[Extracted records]
◇ ◇ ◇ ◇ ◇ ◇ ◇

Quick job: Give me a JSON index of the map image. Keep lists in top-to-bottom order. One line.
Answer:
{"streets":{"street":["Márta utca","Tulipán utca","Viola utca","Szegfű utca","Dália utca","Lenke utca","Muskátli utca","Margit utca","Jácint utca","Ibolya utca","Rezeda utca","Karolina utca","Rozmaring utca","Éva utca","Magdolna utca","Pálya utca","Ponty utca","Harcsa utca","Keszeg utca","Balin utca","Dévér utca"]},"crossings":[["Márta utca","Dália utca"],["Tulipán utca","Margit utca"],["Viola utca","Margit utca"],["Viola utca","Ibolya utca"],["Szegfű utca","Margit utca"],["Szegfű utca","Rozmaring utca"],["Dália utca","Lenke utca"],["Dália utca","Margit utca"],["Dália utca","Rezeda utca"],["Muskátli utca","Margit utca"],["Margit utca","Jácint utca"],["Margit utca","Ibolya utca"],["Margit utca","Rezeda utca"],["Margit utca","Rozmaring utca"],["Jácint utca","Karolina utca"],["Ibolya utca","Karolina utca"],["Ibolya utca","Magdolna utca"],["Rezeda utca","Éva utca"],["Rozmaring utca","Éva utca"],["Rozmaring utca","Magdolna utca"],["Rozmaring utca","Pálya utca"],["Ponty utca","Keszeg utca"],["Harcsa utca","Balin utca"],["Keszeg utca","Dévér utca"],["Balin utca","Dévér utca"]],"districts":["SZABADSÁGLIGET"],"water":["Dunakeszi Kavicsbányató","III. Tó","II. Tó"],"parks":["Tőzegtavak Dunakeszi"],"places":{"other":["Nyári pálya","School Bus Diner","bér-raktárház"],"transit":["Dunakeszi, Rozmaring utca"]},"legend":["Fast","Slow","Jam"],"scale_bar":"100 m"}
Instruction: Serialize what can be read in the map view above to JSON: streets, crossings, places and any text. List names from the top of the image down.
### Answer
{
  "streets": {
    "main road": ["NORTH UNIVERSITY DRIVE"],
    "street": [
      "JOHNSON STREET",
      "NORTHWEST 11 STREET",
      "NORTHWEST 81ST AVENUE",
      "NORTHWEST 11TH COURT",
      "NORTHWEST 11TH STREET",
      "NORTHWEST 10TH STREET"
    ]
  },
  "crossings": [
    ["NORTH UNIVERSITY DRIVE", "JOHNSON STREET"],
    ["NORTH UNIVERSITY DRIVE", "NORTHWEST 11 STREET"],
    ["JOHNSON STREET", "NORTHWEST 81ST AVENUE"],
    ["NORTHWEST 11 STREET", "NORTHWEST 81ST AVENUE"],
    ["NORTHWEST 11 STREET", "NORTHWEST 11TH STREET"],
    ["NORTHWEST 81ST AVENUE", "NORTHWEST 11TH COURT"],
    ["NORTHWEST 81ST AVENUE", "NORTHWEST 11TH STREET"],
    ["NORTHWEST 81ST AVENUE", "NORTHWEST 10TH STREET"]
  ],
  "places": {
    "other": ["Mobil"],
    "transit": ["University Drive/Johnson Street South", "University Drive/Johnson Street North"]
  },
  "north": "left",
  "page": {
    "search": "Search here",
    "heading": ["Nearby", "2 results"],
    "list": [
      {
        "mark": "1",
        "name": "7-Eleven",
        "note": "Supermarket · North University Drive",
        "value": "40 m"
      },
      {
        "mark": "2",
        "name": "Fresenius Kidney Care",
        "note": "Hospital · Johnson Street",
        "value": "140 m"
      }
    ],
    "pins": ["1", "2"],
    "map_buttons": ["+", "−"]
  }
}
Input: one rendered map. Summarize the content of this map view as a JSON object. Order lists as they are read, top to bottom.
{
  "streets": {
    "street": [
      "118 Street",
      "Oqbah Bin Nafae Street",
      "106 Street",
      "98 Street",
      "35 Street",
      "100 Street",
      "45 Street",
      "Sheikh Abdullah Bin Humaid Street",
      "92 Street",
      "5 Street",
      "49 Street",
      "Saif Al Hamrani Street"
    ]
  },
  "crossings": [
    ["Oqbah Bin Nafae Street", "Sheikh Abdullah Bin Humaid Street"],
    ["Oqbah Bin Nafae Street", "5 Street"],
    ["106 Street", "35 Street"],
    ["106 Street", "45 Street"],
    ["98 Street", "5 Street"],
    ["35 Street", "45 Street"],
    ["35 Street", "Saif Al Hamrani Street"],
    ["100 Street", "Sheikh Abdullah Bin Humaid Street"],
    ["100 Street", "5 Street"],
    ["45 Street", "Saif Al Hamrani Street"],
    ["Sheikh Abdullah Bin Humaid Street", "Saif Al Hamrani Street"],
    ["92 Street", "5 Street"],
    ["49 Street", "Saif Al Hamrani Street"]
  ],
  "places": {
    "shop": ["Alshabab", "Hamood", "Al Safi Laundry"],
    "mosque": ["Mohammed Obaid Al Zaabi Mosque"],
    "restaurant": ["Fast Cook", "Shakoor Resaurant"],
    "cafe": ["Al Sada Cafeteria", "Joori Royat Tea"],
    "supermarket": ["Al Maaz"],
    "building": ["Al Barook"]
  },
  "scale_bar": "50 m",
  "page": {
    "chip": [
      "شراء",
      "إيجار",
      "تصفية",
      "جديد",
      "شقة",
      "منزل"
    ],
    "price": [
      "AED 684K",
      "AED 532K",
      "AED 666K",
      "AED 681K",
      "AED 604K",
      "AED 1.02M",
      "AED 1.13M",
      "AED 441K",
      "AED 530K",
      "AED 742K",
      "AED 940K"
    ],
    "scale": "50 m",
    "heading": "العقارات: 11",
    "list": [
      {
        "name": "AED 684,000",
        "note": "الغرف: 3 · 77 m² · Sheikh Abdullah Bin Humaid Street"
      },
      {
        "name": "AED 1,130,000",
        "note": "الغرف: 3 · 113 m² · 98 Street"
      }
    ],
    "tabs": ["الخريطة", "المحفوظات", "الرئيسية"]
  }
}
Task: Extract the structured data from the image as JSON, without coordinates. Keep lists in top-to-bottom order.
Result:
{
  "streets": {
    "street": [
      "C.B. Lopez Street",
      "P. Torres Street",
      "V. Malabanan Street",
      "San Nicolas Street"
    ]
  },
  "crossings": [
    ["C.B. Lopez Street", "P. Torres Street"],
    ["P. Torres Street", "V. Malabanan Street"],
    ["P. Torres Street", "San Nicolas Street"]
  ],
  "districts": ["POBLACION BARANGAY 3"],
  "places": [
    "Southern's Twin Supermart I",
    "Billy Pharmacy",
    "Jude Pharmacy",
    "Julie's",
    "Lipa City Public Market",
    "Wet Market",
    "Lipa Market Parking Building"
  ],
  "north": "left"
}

◇ ◇ ◇ ◇ ◇ ◇ ◇

▶ **EXERCISE INSTRUCTIONS**:
The word "heading" appears in some of the lines above. Copy those lines.

▶ **FINISHED EXERCISE**:
    "heading": ["Nearby", "2 results"],
    "heading": "العقارات: 11",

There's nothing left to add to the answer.